Is it easy to open a box, or how to test more than 10 services at once

What can you come up with here and how to make the already busy life of testers easier? When testing new releases, we use all classic types of testing: load, functional and their automation, destructive, tests with consumers. But we wanted more! “How to increase the speed of testing and reduce labor costs for this?” – this question stuck in our heads. And so, after some time, we came up with an idea – to develop a Synthetic Platform V application.

What is Synthetics?

The definition from the documentation states that a Synthetic Application is “a set of tools for testing platform services that implements integration business scenarios that simulate a real consumer”. In fact, our Synthetics is a small application deployed in the cloud. Everything here is classic: OpenShift for containerization, Egress/Ingress for organizing traffic and all the other necessary entities.

How does she test?

To test the services, we developed a large integration scenario, which includes basic banking operations: opening an account, transferring funds, statements, payments and others. Synthetic scenarios emulate consumer requests as much as possible and use several platform products at once.

As part of fulfilling the request, we turn to certain Platform V services that have already been integrated with our application. For example, in the “create an account” scenario, the Synthetic application calls about 10 services in one request, similar to how real consumers of the platform would do it.

Here are some of the services involved:

  • DataSpace is a service for working with data (similar to Hibernate).

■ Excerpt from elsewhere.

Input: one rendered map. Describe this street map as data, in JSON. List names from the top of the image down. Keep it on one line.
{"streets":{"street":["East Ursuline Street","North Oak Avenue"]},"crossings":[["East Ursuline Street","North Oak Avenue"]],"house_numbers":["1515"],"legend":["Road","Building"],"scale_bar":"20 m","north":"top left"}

  • Audit is a service for recording and long-term storage of information security events.

  • One‑Time‑Token is a tool for access control.

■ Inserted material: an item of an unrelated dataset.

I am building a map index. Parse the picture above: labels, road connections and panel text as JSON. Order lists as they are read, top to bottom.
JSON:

  • Archiving is a service for archiving and transferring data to an analytical platform.

It is clear that it is impossible to check all the functionality of the service during the execution of one request. Therefore, our scenarios test the functionality of the main, basic functions of the product.

What are the advantages of this approach?

Among the advantages of our Synthetics are the following:

  1. Atomicity. Many services can only exist within consumer products. Such components cannot be installed without an application using them – they cannot exist atomically. Such client modules are often difficult to test manually. And our application is the optimal solution for checking them.

  2. New testing layer. Since we, like real consumers, roll out in our own space, we have our own CI/CD process in which we can catch installation defects that arise.

  3. Integration. In addition to all of the above, we check direct inter-service interaction: authorization module, data replication services.

But it's not that simple…

In fact, the section about problems is the most painful for us 🙂 We are one of the first to receive updates and connect new platform services as a consumer. That is, we collect all errors, shortcomings, and typos in full. These include problems with documentation, installation problems, and differences in environments.

During the work on Synthetics, quite a lot of funny situations happened. But perhaps one of the funniest cases we came across was the answer to the question: “Why is the service still not working?”. “The problem now is that you have connected everything that is indicated in the documentation”– the escort answered us calmly.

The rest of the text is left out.